This is unsurprising and irrelevant. When you create a skill for a particular mo...

cheema33 · 2026-02-17T00:42:47 1771288967

> This is unsurprising and irrelevant. When you create a skill for a particular model, you don't typically ask the model to create the skill based solely on its own latent knowledge.

This!

The only surprising part about the paper is that somebody wrote a paper on skills without a good understanding of the topic.

stitched2gethr · 2026-02-17T02:37:37 1771295857

I had to scroll too far to find this take. 100%.

This is like saying the CLAUDE.md or AGENTS.md is irrelevant because the LLM generated it.

therealdrag0 · 2026-02-17T03:17:05 1771298225

Modern science encourages publishing non-surprising results.

And also I’ve seen my manager LARP as an engineer by asking a model to generate a best practices doc for a service repo without supplying any additional context. So this sort of paper helps discourage that behavior.

zahlman · 2026-02-16T23:21:43 1771284103

> Otherwise, you'd expect the effect to be similar to telling the model 'make a plan before acting, make not mistakes'.

Have there not been previous iterations of these tools where such techniques were actually effective?

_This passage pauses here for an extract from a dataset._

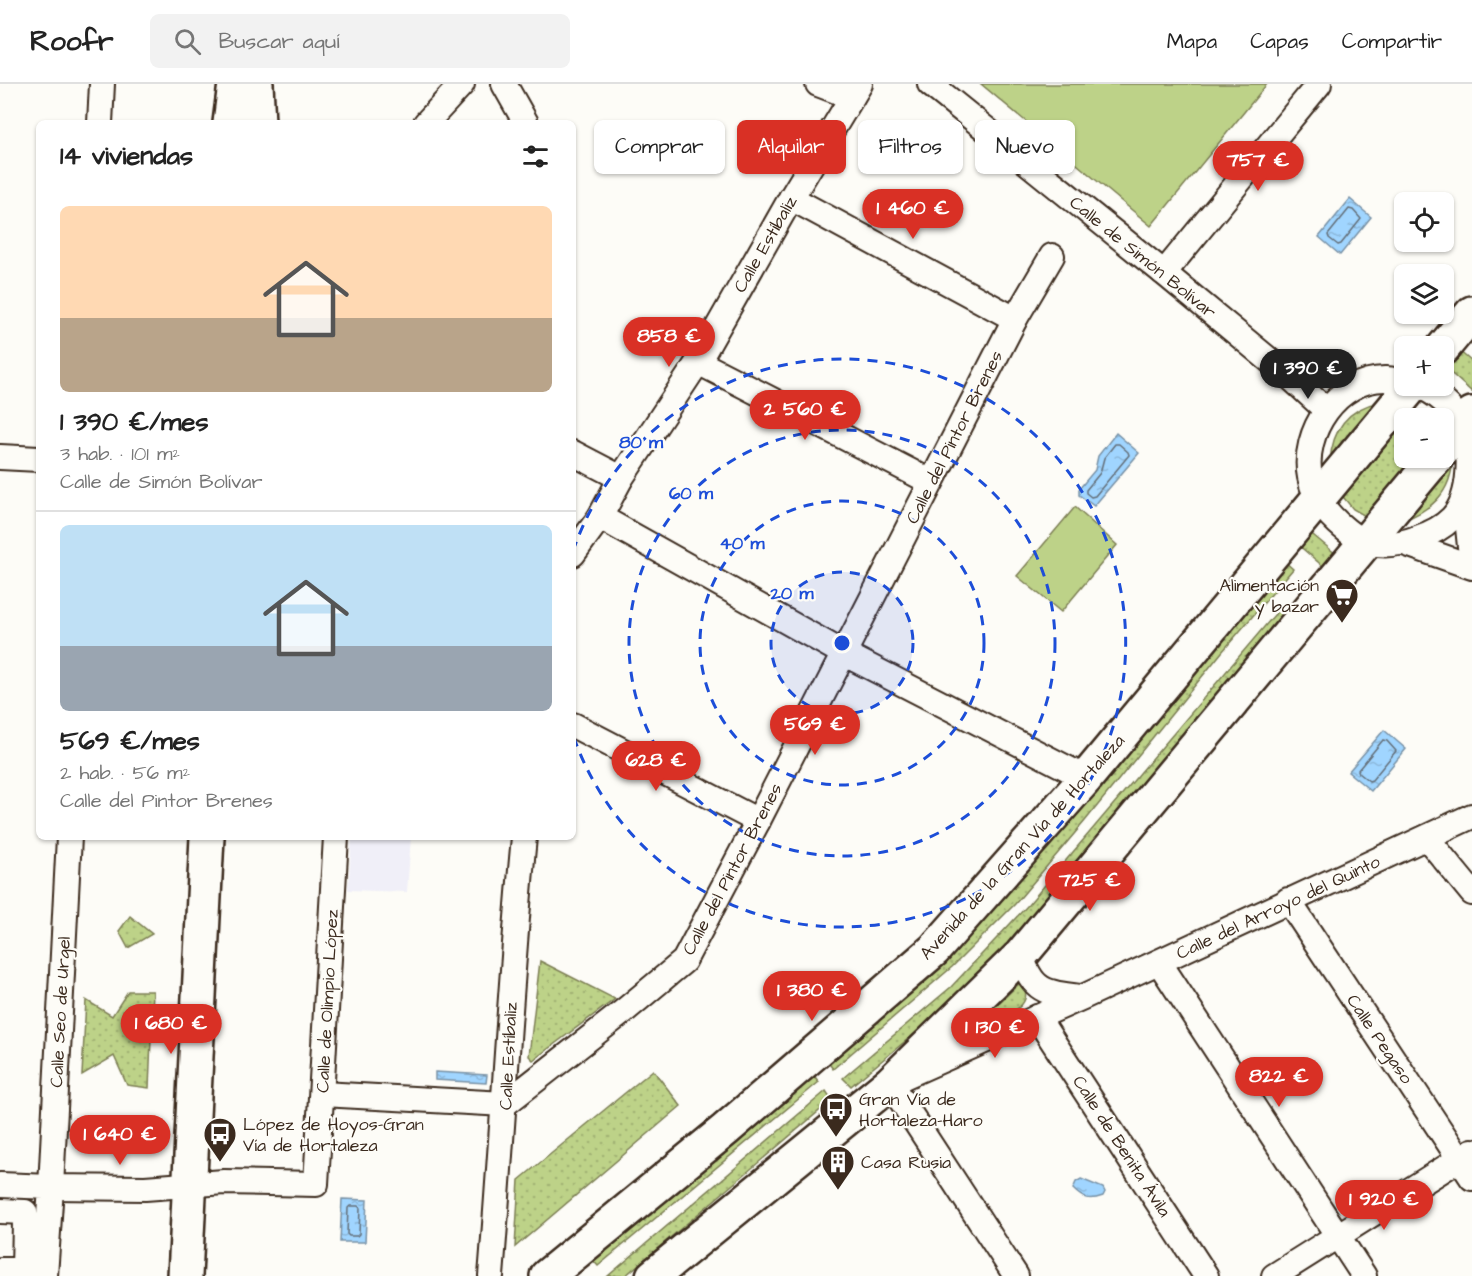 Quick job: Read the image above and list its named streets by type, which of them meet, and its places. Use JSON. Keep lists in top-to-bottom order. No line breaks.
{"streets":{"main road":["Avenida de la Gran Vía de Hortaleza"],"street":["Calle Estíbaliz","Calle de Simón Bolívar","Calle del Pintor Brenes","Calle del Arroyo del Quinto","Calle de Olimpio López","Calle Seo de Urgel","Calle Pegaso","Calle de Benita Ávila"]},"crossings":[["Calle Estíbaliz","Calle del Pintor Brenes"],["Calle del Arroyo del Quinto","Calle Pegaso"],["Calle del Arroyo del Quinto","Calle de Benita Ávila"]],"places":{"supermarket":["Alimentación y bazar"],"bus stop":["Gran Vía de Hortaleza-Haro","López de Hoyos-Gran Vía de Hortaleza"],"building":["Casa Rusia"]},"page":{"header":"Roofr","search":"Buscar aquí","nav":["Mapa","Capas","Compartir"],"chip":["Comprar","Alquilar","Filtros","Nuevo"],"heading":"14 viviendas","price":["757 €","1 460 €","858 €","1 390 €","2 560 €","569 €","628 €","725 €","1 380 €","1 680 €","1 130 €","822 €","1 640 €","1 920 €"],"map_buttons":["+","−"],"list":[{"name":"1 390 €/mes","note":"3 hab. · 101 m² · Calle de Simón Bolívar"},{"name":"569 €/mes","note":"2 hab. · 56 m² · Calle del Pintor Brenes"}]},"rings":["80 m","60 m","40 m","20 m"]} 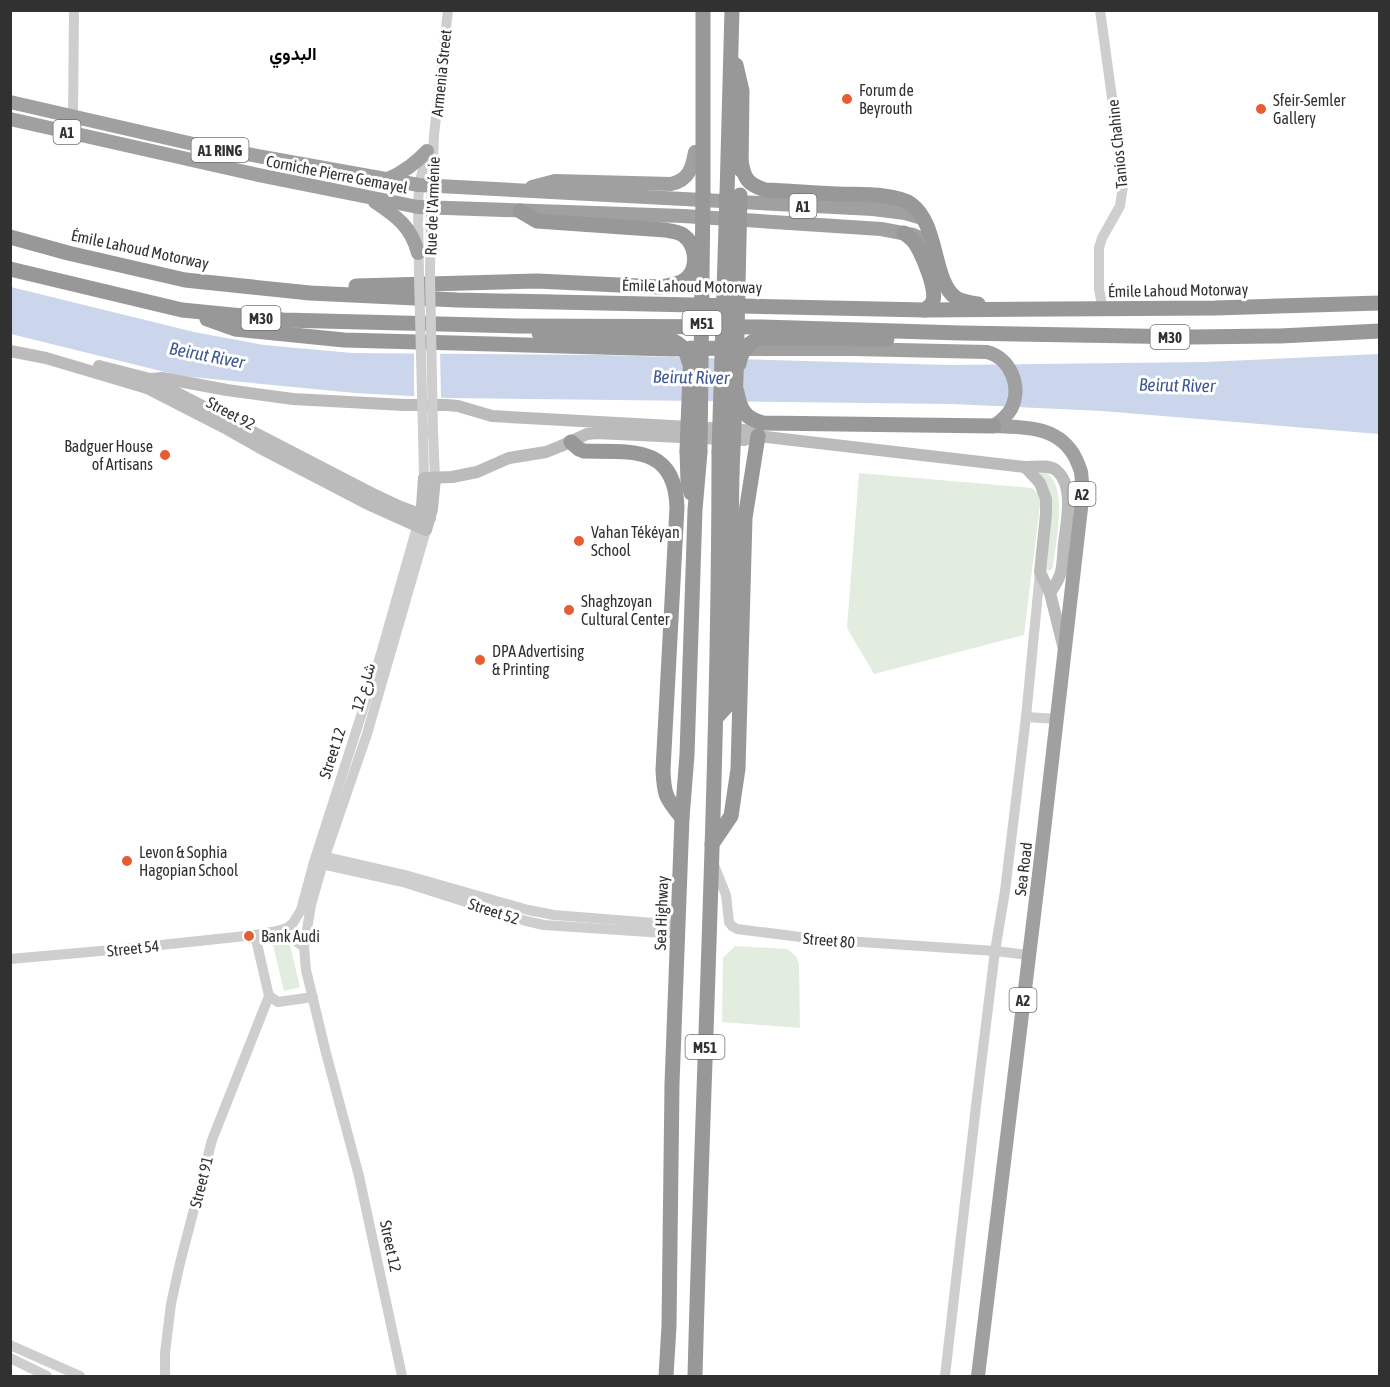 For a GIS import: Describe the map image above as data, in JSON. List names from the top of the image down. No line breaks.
{"streets":{"highway":["A1","A1 RING","Corniche Pierre Gemayel","Émile Lahoud Motorway","M30","M51","A2","Sea Road","Sea Highway"],"main road":["Street 92","Street 12"],"street":["Armenia Street","Tanios Chahine","Rue de l'Arménie","Street 52","Street 80","Street 54","Street 91"]},"crossings":[["Armenia Street","Rue de l'Arménie"],["A1","A1 RING"],["A1","Corniche Pierre Gemayel"],["Tanios Chahine","Émile Lahoud Motorway"],["A1 RING","Corniche Pierre Gemayel"],["Corniche Pierre Gemayel","Rue de l'Arménie"],["Rue de l'Arménie","Street 12"],["M51","Sea Highway"],["M51","Street 80"],["Street 92","Street 12"],["Street 12","Street 52"],["Street 12","Street 54"],["Street 52","Sea Highway"]],"districts":["البدوي"],"water":["Beirut River"],"places":["Forum de Beyrouth","Sfeir-Semler Gallery","Badguer House of Artisans","Vahan Tékéyan School","Shaghzoyan Cultural Center","DPA Advertising & Printing","Levon & Sophia Hagopian School","Bank Audi"]}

gwern · 2026-02-17T00:53:46 1771289626

But that's a reason you should expect it to stop working soon, just like all the older tricks like "my grandmother will die". If you have a universal 'blind' prompt which can increase performance a little bit... the AI labs can just toss that into the training loop to teach the model to do it automatically, whatever 'it' was, like 'trying harder' or 'writing down a useful idea'. And then the prompt stops working because the next generations do it by default.

(This also suggests that you should expect them to generally be bad at judging novel self-generated prompts/skills - if they could judge those, they would already be using them! There is a generator-verifier gap, but it is already exploited heavily during post-training and not much low-hanging fruit left there.)

zahlman · 2026-02-17T03:56:02 1771300562

> But that's a reason you should expect it to stop working soon

I agree. (And it seems like it already stopped working, if I understood others here correctly.)

But again if I understood others here correctly, an academic paper like this would necessarily be studying models that are well behind the leading edge at time of publication. My argument is that the study authors shouldn't be faulted for investigating something that currently seems unlikely to work, because at the time of investigation it would have seemed much more likely to work.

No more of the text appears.